Predict iQ
About Predict iQ
When customers leave a company, we’re often caught off-guard. If only we’d known this customer was at-risk, then maybe we could’ve reached out to them before they totally lost their faith in us. If only there were a way to predict the likelihood that a customer will churn (leave the company).
Predict iQ learns from respondents’ survey responses and embedded data in order to predict whether the respondent will eventually churn. Then when new survey responses come in, Predict iQ can predict how likely those survey respondents are to churn in the future. To predict if a customer will churn, Predict iQ uses Neural Networks (a subset of which are called Deep Learning) and Regression to build candidate models.
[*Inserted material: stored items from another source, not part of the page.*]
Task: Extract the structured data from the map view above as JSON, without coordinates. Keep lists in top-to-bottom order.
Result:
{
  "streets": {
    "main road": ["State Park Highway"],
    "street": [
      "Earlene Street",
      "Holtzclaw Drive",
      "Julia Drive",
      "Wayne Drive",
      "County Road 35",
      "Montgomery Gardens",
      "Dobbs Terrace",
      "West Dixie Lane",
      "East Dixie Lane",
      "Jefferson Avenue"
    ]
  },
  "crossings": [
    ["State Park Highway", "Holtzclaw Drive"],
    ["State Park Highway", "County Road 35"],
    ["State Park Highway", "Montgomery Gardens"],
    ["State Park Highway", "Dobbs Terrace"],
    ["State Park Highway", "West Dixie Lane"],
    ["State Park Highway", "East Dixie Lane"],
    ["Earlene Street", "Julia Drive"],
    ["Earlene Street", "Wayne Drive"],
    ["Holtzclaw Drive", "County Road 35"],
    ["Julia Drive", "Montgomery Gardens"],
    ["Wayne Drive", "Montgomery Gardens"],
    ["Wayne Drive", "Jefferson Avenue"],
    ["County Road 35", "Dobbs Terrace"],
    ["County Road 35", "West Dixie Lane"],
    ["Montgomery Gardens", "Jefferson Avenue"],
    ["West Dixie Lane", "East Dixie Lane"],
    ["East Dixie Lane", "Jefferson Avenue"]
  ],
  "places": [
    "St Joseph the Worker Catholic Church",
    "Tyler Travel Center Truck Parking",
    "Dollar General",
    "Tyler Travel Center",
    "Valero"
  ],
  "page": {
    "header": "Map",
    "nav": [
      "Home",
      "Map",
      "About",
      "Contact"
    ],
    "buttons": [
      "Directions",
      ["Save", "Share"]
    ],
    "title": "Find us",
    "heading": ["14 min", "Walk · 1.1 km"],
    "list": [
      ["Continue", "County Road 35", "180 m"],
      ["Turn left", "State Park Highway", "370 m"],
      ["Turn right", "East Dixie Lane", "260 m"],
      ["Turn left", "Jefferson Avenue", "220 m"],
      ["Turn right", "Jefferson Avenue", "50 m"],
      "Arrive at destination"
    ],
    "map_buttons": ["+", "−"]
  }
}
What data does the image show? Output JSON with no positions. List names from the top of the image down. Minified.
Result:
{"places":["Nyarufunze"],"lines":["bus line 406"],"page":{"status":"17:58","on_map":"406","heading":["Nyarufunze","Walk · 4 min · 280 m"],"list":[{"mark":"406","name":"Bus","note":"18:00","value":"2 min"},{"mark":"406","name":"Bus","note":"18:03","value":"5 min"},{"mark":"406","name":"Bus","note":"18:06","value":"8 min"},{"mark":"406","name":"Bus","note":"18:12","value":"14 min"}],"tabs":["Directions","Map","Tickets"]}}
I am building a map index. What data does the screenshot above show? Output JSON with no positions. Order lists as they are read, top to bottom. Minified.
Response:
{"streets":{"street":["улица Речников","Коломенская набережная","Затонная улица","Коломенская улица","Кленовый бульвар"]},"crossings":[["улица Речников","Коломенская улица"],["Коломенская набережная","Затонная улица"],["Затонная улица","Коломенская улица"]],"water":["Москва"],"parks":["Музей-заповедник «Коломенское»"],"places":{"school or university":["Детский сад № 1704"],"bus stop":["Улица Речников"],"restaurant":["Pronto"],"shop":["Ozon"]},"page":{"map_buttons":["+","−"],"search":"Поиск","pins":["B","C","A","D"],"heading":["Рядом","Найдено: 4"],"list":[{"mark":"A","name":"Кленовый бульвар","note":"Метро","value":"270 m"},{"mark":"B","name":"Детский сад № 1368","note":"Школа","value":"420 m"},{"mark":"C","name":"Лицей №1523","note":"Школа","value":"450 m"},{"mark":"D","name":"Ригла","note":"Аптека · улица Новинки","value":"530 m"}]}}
It tries variations of those different models for each dataset and then chooses the model that best fits the data.
Preparing Your Data
Before you create a churn prediction model, you’ll want to make sure your data is ready.
Predict iQ works best when you have at least 500 respondents who have churned. However, 5,000 churned respondents or more will get you the best results.
Setting Up a Churn Variable
- In the survey where you want to predict Churn, go to the Survey flow.
- Click Add a New Element Here.
- Select Embedded Data.
- It will ask you to enter a field name. You can enter whatever field name you like. Here, we chose the straightforward Churn.
- Click Apply.
- You may also want to repeat this same process for other data that you’d like to bring in, particularly operational data that might be useful in predicting churn (e.g., Tenure or Number of Purchases).
Recording Data
Once you have a churn variable, you can import historical data into your survey, including a column for Churn where you indicate with Yes or No whether the customer churned.
Creating a Churn Prediction Model
Once your churn variable is set up and you have enough data, you are ready to open Predict iQ.
- Inside your survey, click Data & Analysis.
- Select Predict iQ.
- Click Create Churn Prediction Model.
- Select the variable you made in the previous section. In this example, it’s called Churn.
Qtip: Predict iQ only predicts outcomes that have 2 possible choices, such as Yes/No or True/False. It does not predict numeric outcomes (e.g., a 1-7 scale) or categorical outcomes with more than 2 values (e.g., Yes/Maybe/No). - Select the value that indicates the customer churned.
Example: Because in this example our variable is named Churn, someone with Churn equal to Yes has churned. But let’s say you named your variable Staying with our company instead. Then No would indicate that the person was not staying with the company, and has churned.
- Select variables to either exclude from the model or include with the model. Click exclude/include to switch between the 2.
- Exclude: For example, if you have a variable measuring “Reason for Churn” in your historical data, you might want to exclude that from the analysis, since it won’t be available for new respondents when the prediction is being made.
- Include: Select variables to include in the model; all others will be ignored.
- Click Create.
Once your prediction model is complete, the Predict iQ page will be replaced with information on the churn prediction model you just created.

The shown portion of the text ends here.